▶ [Task requirements]:
All of the entries below should be printed exactly; the pictures are to be left out.

▶ [Extracted records]:
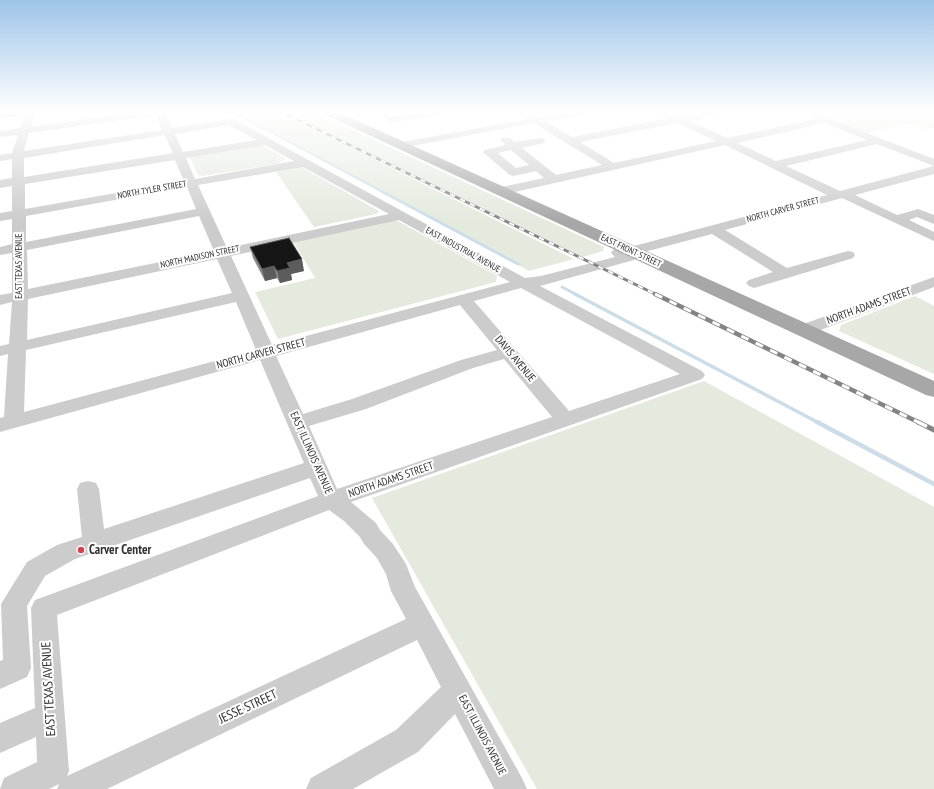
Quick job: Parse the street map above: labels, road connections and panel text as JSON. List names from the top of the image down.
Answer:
{
  "streets": {
    "main road": ["EAST FRONT STREET"],
    "street": [
      "NORTH TYLER STREET",
      "NORTH CARVER STREET",
      "EAST INDUSTRIAL AVENUE",
      "NORTH MADISON STREET",
      "EAST TEXAS AVENUE",
      "NORTH ADAMS STREET",
      "DAVIS AVENUE",
      "EAST ILLINOIS AVENUE",
      "JESSE STREET"
    ]
  },
  "crossings": [
    ["NORTH TYLER STREET", "EAST INDUSTRIAL AVENUE"],
    ["NORTH TYLER STREET", "EAST TEXAS AVENUE"],
    ["NORTH TYLER STREET", "EAST ILLINOIS AVENUE"],
    ["NORTH CARVER STREET", "EAST INDUSTRIAL AVENUE"],
    ["NORTH CARVER STREET", "EAST FRONT STREET"],
    ["NORTH CARVER STREET", "EAST TEXAS AVENUE"],
    ["NORTH CARVER STREET", "DAVIS AVENUE"],
    ["NORTH CARVER STREET", "EAST ILLINOIS AVENUE"],
    ["EAST INDUSTRIAL AVENUE", "NORTH MADISON STREET"],
    ["EAST INDUSTRIAL AVENUE", "NORTH ADAMS STREET"],
    ["EAST FRONT STREET", "NORTH ADAMS STREET"],
    ["NORTH MADISON STREET", "EAST TEXAS AVENUE"],
    ["NORTH MADISON STREET", "EAST ILLINOIS AVENUE"],
    ["EAST TEXAS AVENUE", "NORTH ADAMS STREET"],
    ["EAST TEXAS AVENUE", "JESSE STREET"],
    ["NORTH ADAMS STREET", "DAVIS AVENUE"],
    ["NORTH ADAMS STREET", "EAST ILLINOIS AVENUE"],
    ["EAST ILLINOIS AVENUE", "JESSE STREET"]
  ],
  "places": ["Carver Center"]
}
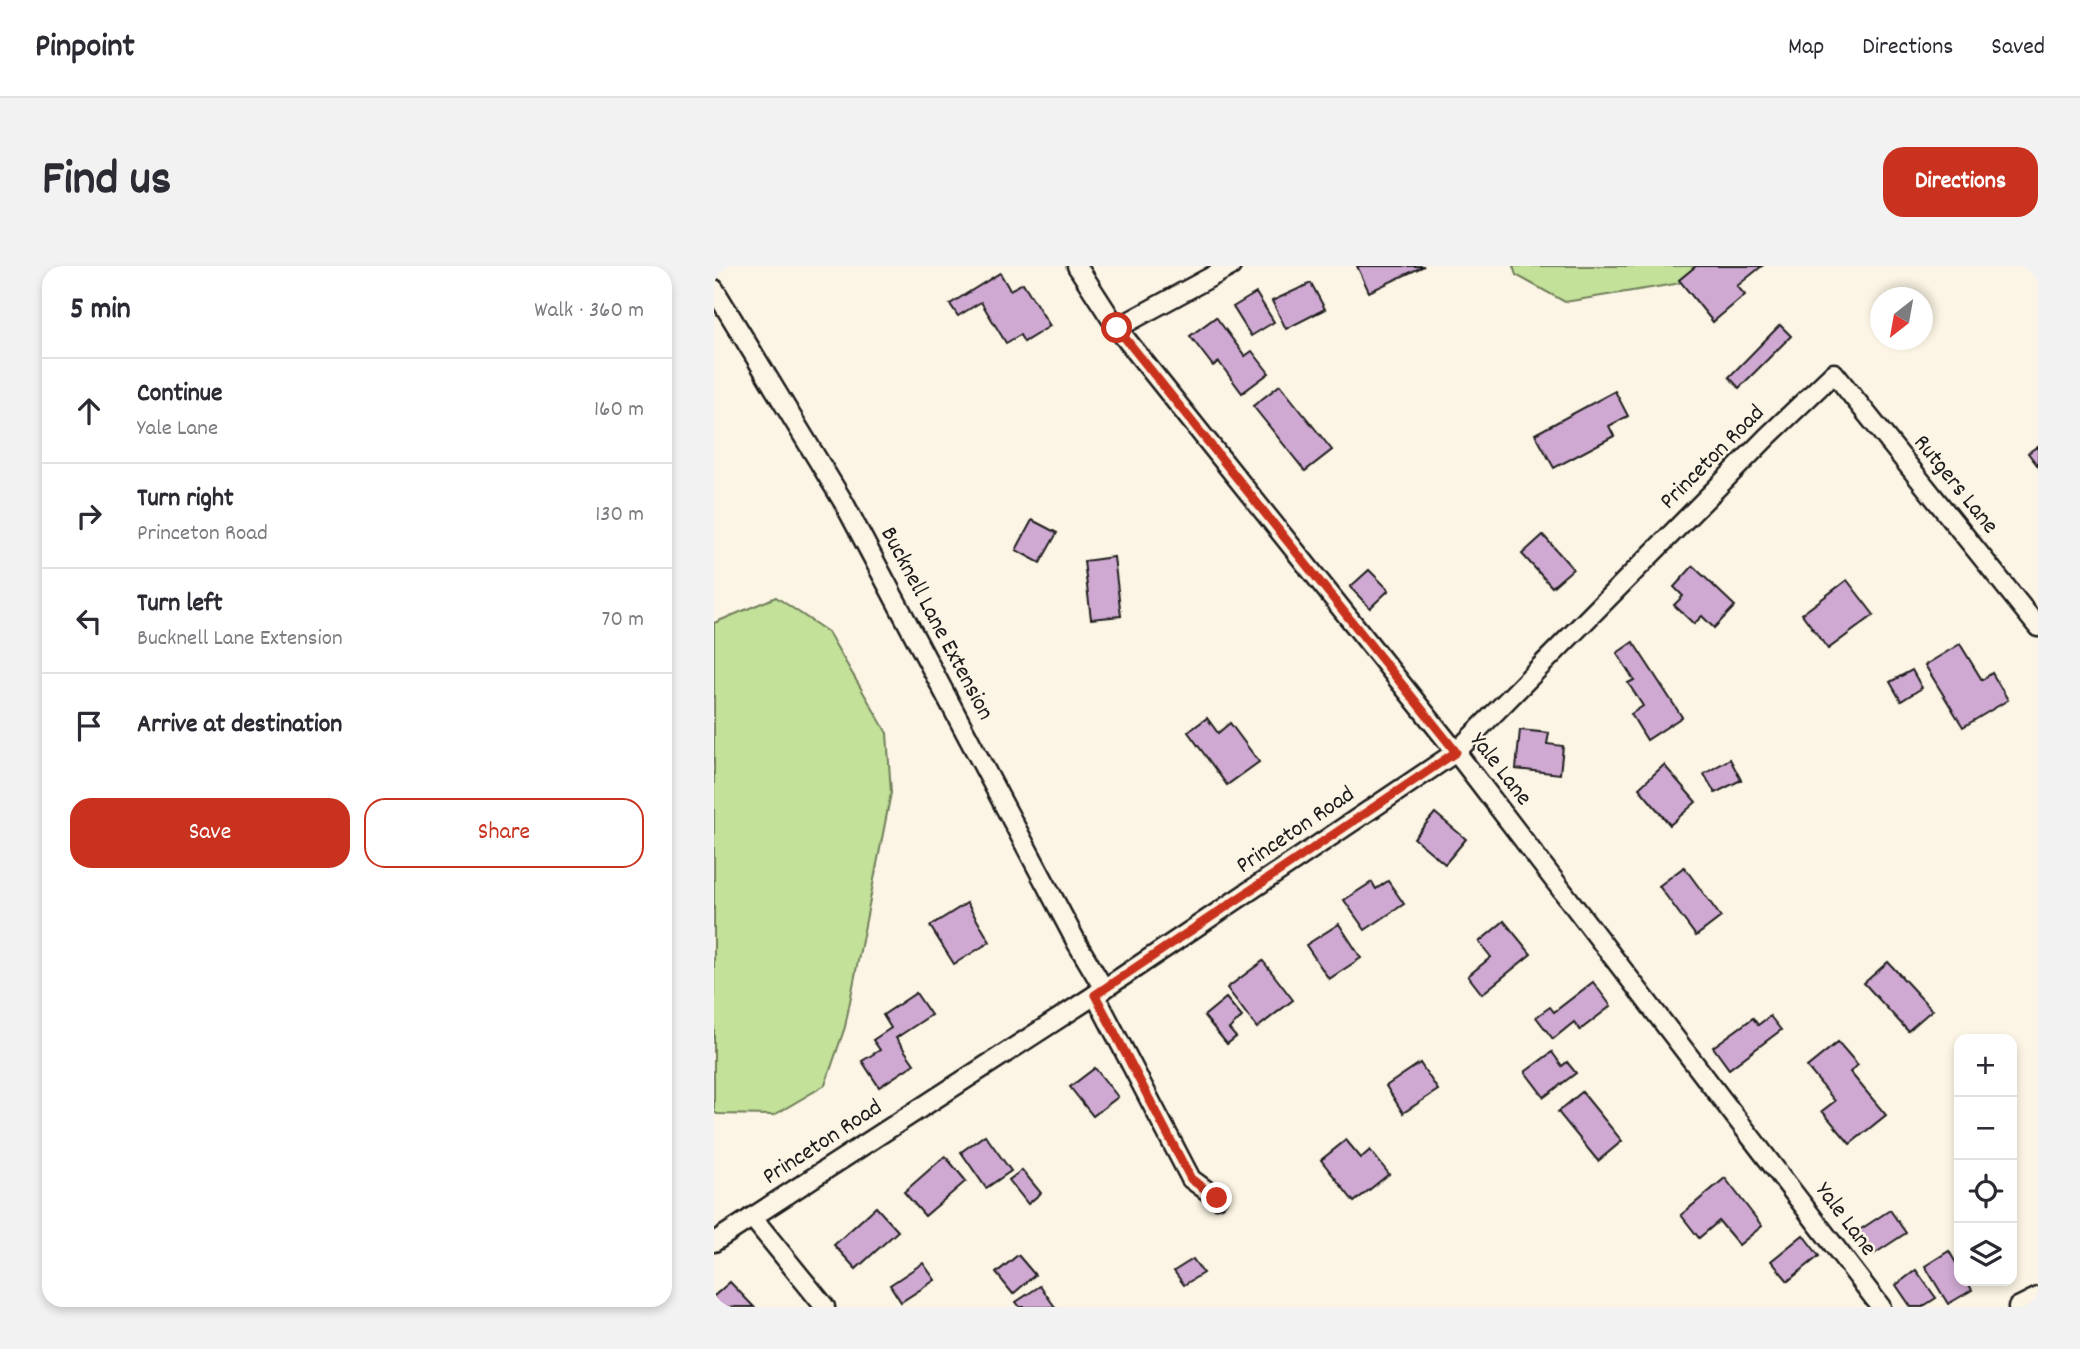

▶ [Solution to the exercise]:
Quick job: Parse the street map above: labels, road connections and panel text as JSON. List names from the top of the image down.
Answer:
{
  "streets": {
    "main road": ["EAST FRONT STREET"],
    "street": [
      "NORTH TYLER STREET",
      "NORTH CARVER STREET",
      "EAST INDUSTRIAL AVENUE",
      "NORTH MADISON STREET",
      "EAST TEXAS AVENUE",
      "NORTH ADAMS STREET",
      "DAVIS AVENUE",
      "EAST ILLINOIS AVENUE",
      "JESSE STREET"
    ]
  },
  "crossings": [
    ["NORTH TYLER STREET", "EAST INDUSTRIAL AVENUE"],
    ["NORTH TYLER STREET", "EAST TEXAS AVENUE"],
    ["NORTH TYLER STREET", "EAST ILLINOIS AVENUE"],
    ["NORTH CARVER STREET", "EAST INDUSTRIAL AVENUE"],
    ["NORTH CARVER STREET", "EAST FRONT STREET"],
    ["NORTH CARVER STREET", "EAST TEXAS AVENUE"],
    ["NORTH CARVER STREET", "DAVIS AVENUE"],
    ["NORTH CARVER STREET", "EAST ILLINOIS AVENUE"],
    ["EAST INDUSTRIAL AVENUE", "NORTH MADISON STREET"],
    ["EAST INDUSTRIAL AVENUE", "NORTH ADAMS STREET"],
    ["EAST FRONT STREET", "NORTH ADAMS STREET"],
    ["NORTH MADISON STREET", "EAST TEXAS AVENUE"],
    ["NORTH MADISON STREET", "EAST ILLINOIS AVENUE"],
    ["EAST TEXAS AVENUE", "NORTH ADAMS STREET"],
    ["EAST TEXAS AVENUE", "JESSE STREET"],
    ["NORTH ADAMS STREET", "DAVIS AVENUE"],
    ["NORTH ADAMS STREET", "EAST ILLINOIS AVENUE"],
    ["EAST ILLINOIS AVENUE", "JESSE STREET"]
  ],
  "places": ["Carver Center"]
}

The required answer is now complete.